# Problem to solve
State how many lines in the material hold the string "controls"; nothing besides that number is expected.

------ Data provided

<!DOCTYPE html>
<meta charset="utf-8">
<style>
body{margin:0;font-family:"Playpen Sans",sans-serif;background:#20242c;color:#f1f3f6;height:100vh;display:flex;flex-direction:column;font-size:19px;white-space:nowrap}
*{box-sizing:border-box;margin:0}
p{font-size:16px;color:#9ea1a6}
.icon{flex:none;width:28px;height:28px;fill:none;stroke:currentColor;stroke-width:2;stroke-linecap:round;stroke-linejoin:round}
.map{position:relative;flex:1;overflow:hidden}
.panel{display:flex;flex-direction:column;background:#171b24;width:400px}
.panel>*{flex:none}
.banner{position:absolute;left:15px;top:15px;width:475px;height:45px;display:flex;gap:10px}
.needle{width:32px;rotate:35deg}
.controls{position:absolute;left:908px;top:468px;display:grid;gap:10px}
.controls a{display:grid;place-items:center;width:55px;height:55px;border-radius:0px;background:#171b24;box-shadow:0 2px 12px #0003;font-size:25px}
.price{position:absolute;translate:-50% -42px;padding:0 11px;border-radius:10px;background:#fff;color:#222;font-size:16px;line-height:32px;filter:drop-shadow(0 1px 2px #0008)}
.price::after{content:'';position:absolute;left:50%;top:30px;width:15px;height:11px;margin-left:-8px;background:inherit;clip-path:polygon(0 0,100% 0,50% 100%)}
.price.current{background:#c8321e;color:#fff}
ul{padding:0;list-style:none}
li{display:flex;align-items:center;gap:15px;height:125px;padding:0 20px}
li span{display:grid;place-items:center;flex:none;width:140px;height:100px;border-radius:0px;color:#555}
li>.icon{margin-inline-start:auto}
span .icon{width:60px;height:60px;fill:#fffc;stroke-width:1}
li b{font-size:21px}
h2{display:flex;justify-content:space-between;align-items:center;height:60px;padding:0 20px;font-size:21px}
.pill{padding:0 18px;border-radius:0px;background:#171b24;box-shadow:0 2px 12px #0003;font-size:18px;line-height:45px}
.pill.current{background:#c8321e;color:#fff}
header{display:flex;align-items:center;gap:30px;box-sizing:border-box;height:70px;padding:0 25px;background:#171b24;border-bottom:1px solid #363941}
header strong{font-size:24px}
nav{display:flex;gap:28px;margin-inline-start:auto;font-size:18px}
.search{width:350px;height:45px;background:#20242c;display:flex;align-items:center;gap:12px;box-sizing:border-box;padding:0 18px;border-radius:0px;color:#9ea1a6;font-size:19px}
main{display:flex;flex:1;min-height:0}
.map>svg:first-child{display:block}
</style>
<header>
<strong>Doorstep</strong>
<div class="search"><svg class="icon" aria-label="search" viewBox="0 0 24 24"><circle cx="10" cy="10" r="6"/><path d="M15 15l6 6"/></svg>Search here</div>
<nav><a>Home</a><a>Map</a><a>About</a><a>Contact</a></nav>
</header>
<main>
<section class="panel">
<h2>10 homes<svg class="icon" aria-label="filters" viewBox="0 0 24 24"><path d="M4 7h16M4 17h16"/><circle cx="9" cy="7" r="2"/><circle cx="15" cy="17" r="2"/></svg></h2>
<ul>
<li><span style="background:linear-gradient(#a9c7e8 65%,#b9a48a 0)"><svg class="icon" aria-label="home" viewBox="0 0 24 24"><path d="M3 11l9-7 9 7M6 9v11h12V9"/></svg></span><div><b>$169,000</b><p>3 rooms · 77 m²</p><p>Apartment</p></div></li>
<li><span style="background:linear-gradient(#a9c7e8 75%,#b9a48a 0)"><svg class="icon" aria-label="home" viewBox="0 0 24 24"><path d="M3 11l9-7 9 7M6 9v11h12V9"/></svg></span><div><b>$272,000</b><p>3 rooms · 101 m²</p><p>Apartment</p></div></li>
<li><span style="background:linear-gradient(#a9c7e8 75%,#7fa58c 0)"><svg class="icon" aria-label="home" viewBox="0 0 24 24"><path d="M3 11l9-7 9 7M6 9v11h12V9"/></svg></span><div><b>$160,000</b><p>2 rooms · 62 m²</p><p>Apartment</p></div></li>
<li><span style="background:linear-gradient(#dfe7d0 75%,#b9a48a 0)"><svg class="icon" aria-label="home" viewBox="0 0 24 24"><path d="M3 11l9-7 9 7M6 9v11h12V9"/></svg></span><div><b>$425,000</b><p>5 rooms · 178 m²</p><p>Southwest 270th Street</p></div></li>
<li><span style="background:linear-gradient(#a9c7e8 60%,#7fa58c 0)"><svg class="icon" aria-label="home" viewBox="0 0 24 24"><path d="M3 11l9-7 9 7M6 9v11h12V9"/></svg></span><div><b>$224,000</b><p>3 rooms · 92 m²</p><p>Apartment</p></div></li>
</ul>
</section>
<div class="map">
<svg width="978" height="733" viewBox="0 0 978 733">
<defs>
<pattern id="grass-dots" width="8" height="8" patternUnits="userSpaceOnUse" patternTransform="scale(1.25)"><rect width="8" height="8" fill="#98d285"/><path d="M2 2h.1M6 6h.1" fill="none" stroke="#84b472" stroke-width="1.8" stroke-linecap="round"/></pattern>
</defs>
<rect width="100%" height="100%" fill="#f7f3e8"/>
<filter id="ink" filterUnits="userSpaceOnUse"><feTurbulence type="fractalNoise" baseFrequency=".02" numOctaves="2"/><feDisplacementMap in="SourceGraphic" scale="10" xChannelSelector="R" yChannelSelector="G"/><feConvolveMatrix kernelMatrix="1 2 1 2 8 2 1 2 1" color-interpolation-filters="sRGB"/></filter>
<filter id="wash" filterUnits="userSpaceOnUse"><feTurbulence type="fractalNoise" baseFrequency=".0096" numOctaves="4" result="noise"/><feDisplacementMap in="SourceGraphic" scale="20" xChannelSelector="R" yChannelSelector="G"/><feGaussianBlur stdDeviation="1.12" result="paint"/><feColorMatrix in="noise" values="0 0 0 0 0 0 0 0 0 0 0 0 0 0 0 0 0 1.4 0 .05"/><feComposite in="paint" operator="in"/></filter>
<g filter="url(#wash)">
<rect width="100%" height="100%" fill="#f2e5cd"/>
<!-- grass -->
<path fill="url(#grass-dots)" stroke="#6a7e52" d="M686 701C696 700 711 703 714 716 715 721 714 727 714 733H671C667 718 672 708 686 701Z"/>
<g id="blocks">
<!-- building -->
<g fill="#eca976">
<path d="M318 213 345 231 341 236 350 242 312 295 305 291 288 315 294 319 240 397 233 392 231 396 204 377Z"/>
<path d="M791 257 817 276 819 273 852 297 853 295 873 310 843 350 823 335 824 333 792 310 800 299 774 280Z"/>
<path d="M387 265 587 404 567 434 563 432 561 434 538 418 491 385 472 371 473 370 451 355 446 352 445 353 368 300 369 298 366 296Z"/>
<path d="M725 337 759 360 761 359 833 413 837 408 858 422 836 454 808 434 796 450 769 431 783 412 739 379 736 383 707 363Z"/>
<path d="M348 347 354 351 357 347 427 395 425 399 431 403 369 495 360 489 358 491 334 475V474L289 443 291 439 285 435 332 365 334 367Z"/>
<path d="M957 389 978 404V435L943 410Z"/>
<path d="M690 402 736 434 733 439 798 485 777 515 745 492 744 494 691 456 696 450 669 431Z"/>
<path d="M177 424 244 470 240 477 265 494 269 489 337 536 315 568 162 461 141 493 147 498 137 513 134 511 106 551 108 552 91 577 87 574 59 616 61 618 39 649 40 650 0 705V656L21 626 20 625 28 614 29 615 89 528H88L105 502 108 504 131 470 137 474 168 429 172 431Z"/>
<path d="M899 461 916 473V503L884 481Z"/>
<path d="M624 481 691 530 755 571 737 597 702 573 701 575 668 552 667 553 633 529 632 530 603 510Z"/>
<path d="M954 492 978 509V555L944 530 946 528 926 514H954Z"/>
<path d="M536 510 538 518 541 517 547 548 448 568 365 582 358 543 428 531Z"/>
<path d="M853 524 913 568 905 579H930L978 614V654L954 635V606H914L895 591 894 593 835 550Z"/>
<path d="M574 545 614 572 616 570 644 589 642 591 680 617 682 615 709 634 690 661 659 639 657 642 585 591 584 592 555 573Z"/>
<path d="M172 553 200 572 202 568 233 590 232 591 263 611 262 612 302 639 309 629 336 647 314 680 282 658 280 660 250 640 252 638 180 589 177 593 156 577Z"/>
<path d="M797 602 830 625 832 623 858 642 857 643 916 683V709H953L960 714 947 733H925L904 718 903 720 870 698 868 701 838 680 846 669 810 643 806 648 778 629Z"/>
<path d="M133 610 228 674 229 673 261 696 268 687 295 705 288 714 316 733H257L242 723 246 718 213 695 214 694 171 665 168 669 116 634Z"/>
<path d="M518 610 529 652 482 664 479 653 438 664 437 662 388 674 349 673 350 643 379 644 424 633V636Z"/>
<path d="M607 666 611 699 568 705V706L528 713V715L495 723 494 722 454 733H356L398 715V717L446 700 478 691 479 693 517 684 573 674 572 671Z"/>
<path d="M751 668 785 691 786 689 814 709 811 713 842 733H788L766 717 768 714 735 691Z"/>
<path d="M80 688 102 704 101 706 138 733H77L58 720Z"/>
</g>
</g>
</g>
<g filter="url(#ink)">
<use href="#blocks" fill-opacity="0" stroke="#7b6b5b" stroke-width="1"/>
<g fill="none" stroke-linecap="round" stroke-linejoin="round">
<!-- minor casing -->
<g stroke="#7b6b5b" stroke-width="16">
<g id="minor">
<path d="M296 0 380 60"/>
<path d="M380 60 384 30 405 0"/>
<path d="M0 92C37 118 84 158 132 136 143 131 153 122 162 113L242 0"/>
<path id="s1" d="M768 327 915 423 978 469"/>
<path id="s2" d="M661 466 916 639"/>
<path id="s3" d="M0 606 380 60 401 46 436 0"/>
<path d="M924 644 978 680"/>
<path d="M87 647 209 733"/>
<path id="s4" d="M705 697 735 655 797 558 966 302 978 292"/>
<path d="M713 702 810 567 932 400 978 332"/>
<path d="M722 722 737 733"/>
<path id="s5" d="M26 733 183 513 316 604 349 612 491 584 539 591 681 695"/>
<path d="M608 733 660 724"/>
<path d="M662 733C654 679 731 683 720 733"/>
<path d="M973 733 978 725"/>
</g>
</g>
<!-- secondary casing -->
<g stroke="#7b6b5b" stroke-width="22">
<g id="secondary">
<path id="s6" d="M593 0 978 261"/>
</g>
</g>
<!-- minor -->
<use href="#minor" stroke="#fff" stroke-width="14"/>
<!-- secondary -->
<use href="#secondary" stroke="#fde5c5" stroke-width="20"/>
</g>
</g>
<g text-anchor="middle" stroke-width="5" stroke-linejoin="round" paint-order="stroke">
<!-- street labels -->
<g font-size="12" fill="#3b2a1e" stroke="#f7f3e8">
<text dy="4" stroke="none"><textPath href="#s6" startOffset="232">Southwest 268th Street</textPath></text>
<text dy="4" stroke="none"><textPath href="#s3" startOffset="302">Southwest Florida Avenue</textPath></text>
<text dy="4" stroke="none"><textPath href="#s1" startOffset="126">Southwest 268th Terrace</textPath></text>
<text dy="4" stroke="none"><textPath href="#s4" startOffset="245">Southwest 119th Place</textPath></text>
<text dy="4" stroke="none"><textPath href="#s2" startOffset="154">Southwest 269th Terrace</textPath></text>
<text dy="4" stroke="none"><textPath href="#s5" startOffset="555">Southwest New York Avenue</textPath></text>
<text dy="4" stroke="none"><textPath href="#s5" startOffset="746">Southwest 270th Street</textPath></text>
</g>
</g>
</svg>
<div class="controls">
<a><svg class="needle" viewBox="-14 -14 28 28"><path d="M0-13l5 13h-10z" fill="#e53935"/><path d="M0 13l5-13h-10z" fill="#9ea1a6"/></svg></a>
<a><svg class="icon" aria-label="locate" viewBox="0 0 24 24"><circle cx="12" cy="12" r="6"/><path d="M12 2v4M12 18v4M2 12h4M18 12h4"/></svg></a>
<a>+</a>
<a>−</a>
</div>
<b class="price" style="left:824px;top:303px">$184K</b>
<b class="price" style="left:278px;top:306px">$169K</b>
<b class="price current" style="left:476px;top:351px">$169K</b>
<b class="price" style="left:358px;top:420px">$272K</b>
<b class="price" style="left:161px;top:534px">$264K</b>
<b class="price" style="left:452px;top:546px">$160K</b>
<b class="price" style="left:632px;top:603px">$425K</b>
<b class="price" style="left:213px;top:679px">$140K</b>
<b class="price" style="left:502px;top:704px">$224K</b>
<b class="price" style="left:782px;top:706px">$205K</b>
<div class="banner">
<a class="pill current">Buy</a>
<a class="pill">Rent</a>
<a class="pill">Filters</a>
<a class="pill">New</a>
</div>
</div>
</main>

------------

# Exercise result
3